→ **What to do**
Once the pictures are removed, restate the listing word for word.

→ **Data provided**
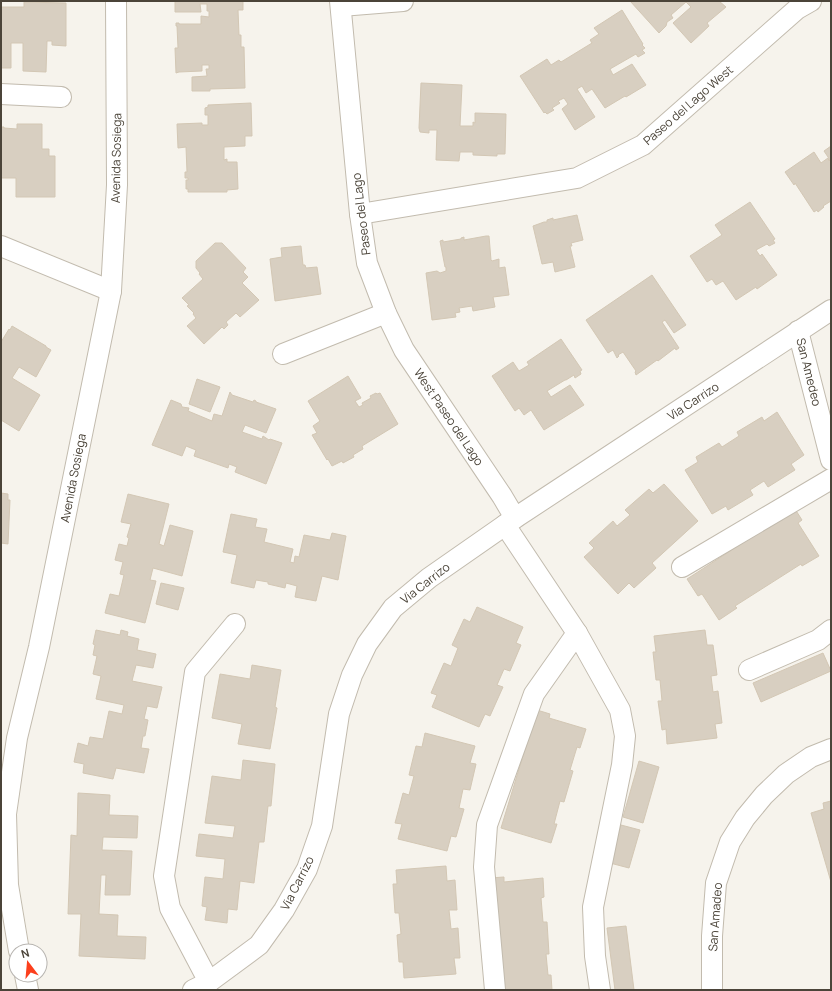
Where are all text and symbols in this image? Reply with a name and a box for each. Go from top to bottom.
street label: Paseo del Lago West [639,61,737,149]
street label: Avenida Sosiega [107,113,125,203]
street label: Paseo del Lago [348,172,374,256]
street label: San Amedeo [792,336,826,408]
street label: West Paseo del Lago [410,365,488,469]
street label: Via Carrizo [664,378,722,424]
street label: Avenida Sosiega [56,432,90,524]
street label: Via Carrizo [397,558,453,608]
street label: Via Carrizo [276,853,318,913]
street label: San Amadeo [704,882,726,952]
north arrow [8,943,48,983]
text: N [19,945,31,961]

→ **Answer**
Where are all text and symbols in this image? Reply with a name and a box for each. Go from top to bottom.
street label: Paseo del Lago West [639,61,737,149]
street label: Avenida Sosiega [107,113,125,203]
street label: Paseo del Lago [348,172,374,256]
street label: San Amedeo [792,336,826,408]
street label: West Paseo del Lago [410,365,488,469]
street label: Via Carrizo [664,378,722,424]
street label: Avenida Sosiega [56,432,90,524]
street label: Via Carrizo [397,558,453,608]
street label: Via Carrizo [276,853,318,913]
street label: San Amadeo [704,882,726,952]
north arrow [8,943,48,983]
text: N [19,945,31,961]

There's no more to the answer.